Copy every line of the data that includes the string "linecap".

BEGIN Exercise data

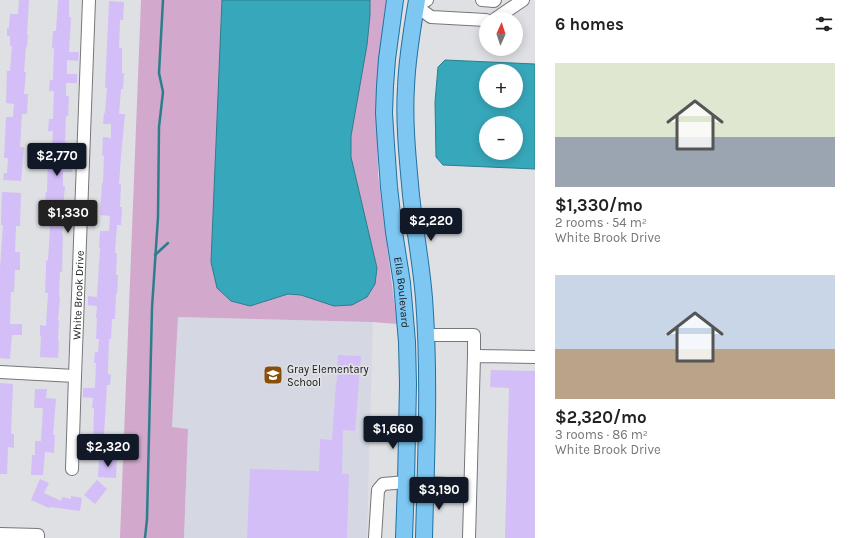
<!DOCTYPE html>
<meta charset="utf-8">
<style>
body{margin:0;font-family:Karla,sans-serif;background:#f6f6f6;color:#222;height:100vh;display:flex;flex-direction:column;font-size:15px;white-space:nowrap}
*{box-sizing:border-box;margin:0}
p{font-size:13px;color:#767676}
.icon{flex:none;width:22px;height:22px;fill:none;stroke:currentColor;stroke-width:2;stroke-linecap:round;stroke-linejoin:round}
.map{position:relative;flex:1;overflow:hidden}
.details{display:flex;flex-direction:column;background:#fff;width:320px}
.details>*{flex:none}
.needle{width:26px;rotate:3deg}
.buttons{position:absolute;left:479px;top:12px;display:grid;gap:8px}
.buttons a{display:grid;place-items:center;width:44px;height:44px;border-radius:50%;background:#fff;box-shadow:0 2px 10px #0003;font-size:20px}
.price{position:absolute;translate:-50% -34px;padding:0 9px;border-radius:4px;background:#111827;color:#fff;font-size:13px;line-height:26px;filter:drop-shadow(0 1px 2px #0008)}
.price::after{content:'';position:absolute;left:50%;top:24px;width:12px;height:9px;margin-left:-6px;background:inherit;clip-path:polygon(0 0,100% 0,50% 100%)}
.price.selected{background:#222;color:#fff}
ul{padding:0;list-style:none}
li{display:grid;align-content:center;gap:8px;height:212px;padding:0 20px}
li span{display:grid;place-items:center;height:124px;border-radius:0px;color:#555}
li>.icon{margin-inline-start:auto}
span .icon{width:72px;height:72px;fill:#fffc;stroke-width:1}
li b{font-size:17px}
h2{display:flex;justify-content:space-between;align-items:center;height:48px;padding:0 20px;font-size:17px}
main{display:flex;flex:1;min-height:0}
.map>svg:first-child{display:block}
.built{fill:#d5d8e3}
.green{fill:#d2a8cc}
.water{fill:#37a8bb;stroke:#2e7d8b;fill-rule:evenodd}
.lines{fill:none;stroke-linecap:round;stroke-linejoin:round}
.stream{stroke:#2e7d8b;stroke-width:2.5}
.building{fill:#d3bef7}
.minor-casing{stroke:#76777b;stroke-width:14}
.major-casing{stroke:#2171a1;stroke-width:18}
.minor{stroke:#fff;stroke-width:12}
.major{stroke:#7dc7f2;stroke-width:16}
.labels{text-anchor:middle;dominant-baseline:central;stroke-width:3.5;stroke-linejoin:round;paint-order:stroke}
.street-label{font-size:11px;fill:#18181a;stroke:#dee0e3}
.poi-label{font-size:11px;fill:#18181a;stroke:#dee0e3;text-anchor:start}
</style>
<main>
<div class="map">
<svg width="535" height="538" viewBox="0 0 535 538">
<rect width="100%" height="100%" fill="#dee0e3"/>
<path class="built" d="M178,317l195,5 -6,216h-183l4,-109 -16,-1z"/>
<path class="green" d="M141,0h245l-5,41 -4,61 1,72 19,150 -24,-2 -195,-5 -6,110 16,2 -4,109h-64z"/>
<g class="water">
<path d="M222,0h148v15l-3,30 -16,91v21l26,111 -2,16 -8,13 -15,8 -18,1 -33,-11 -13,-1 -38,12 -19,-5 -14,-13 -6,-26z"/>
<path d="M445,60l90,4v105l-92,-4 -7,-8 -1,-55 3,-35zM486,71h30v30h-30zM486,123h30v30h-30z"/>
</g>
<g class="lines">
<g class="stream">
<path d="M155,255l13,-12"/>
<path d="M145,538l2,-19 5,-211 6,-91 1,-90 4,-35 -4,-19 4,-73"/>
</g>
</g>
<g class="building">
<path d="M19,0h10l-2,35h1l-1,12h-1l-2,25h2l-2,22h4l-1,20h-5l-2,33h4l-3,34 -18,-1 1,-7h3l1,-15h-4l2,-41h7l1,-13 -8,-1 1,-32h3l2,-25h-2v-10h-3v-8h2l1,-14h8z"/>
<path d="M58,0h11v17h2l-2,35h10l-1,9 -11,-1v14h10v9h-11v13h3l-1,20h-2l-1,26h1l-1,21 8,1 -1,8h-9v14h2l-2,21 8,1v8h-8l-1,19h1l-1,37h-2l-1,25h1l-2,23h1l-1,21h1l-1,17 -18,-1 1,-21h-1v-11l6,1 2,-33h-3l1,-22v-11l2,1 2,-35h-1l1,-23h-5l1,-11h1l1,-33h-2l1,-11h5l1,-17h-5l1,-12h4l1,-28h-5l1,-11h3l1,-32h-2l1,-17h3z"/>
<path d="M109,1l15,1 -1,18h-3l-1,28h3v25h2l-1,16h-2l-2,25h6l-4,42 -2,28h2l-1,23h2l-1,18h-4l-2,28h2l-1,22h2l-1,19h-1l-1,25h-3l-1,20h-2l-1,29v6l3,1 -1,10h-3l-3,50h2l-1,20 -12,-1 1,-46h-2l1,-10 -10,-1v-9h12l1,-25h-2l1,-11h3l1,-13h-3l1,-21h-1l1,-12 -9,-1v-9l9,1 3,-49h-1l1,-17h9l1,-15 -10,-1 2,-32h1l1,-27 -2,-1 1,-18 8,1v-14h-8l1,-11h1l2,-25h-2z"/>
<path d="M2,192l19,1 -1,33h-4l-1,26h5v18h-5l-1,22h-3l-1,32h12v11h-10l-2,24 -10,-1v-89l3,-44h-2z"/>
<path d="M338,355l23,1 -6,75 -12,-1 -1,44h7l-2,64h-100l3,-69 69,2 1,-32 12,1 4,-58h1z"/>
<path d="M491,370l44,1v167h-30l4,-150 -19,-1z"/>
<path d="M0,383l13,1 -2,50h3v14l-6,-1 -1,27h-7z"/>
<path d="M35,389h12l-1,9 10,1 -3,36h2l-1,18 -9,-1 -2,23h-12l1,-20h3v-14h6l2,-33h-9z"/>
<path d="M99,458h18l-1,20 -18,-1z"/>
<path d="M40,479l9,4 -5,10 17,8 1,-4 9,2v-3l11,2 -2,13 -30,-4 -1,1 -18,-8z"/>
<path d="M97,480l10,9 -12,15 -11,-9z"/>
</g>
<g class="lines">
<g class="minor-casing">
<g id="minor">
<path d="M427,0l-11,6 15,11 55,3"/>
<path d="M482,0l12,1 1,-1"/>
<path d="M495,19l28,-19"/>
<path d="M426,335h48v21"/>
<path d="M0,372l75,4"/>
<path id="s1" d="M72,469l3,-93 14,-376"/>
<path d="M425,483l45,2"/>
<path d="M0,534l38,1v3"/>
<path d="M375,538l3,-48 5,-6 23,-2"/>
<path d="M469,538l5,-182 61,1"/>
</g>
</g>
<g class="major-casing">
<g id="major">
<path id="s2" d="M395,0l-8,59 -2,27 -1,27 2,32 3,42 5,45 8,51 5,59 1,42 -2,98 -2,56"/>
<path d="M417,0c-5,29 -10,58 -11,87 -2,32 1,65 4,97 3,38 11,76 14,114 6,80 2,160 0,240"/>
</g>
</g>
<use href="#minor" class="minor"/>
<use href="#major" class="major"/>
</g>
<defs>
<g id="school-square" transform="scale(1)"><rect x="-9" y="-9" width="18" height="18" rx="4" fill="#894e09" stroke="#dee0e3"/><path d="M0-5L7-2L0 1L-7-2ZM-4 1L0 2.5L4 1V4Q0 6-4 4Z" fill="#fff"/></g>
</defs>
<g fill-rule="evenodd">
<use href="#school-square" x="273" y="375"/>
</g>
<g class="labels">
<g class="street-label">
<text stroke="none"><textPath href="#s2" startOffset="294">Ella Boulevard</textPath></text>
<text stroke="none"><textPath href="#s1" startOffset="174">White Brook Drive</textPath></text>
</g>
<g class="poi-label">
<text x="287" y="369">Gray Elementary<tspan x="287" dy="13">School</tspan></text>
</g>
</g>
</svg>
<div class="buttons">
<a><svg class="needle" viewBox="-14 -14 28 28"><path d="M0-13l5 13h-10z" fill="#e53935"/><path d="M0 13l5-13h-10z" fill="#767676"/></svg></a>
<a>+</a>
<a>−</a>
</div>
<b class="price" style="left:57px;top:177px">$2,770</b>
<b class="price selected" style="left:68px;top:234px">$1,330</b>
<b class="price" style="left:431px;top:242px">$2,220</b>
<b class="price" style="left:393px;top:450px">$1,660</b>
<b class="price" style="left:108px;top:468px">$2,320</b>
<b class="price" style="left:439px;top:511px">$3,190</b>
</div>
<section class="details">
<h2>6 homes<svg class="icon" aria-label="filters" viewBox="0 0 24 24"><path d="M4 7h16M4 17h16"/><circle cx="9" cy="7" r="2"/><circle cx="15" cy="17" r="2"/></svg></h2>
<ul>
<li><span style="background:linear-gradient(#dfe7d0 60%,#9aa5b1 0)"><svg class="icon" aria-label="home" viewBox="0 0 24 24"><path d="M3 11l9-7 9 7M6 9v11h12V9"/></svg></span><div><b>$1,330/mo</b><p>2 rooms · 54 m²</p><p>White Brook Drive</p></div></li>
<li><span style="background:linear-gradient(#c9d6e8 60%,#b9a48a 0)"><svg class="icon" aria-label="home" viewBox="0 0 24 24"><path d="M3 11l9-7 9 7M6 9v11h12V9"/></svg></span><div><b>$2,320/mo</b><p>3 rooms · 86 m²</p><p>White Brook Drive</p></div></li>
</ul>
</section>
</main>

END Exercise data

**Exercise output**
.icon{flex:none;width:22px;height:22px;fill:none;stroke:currentColor;stroke-width:2;stroke-linecap:round;stroke-linejoin:round}
.lines{fill:none;stroke-linecap:round;stroke-linejoin:round}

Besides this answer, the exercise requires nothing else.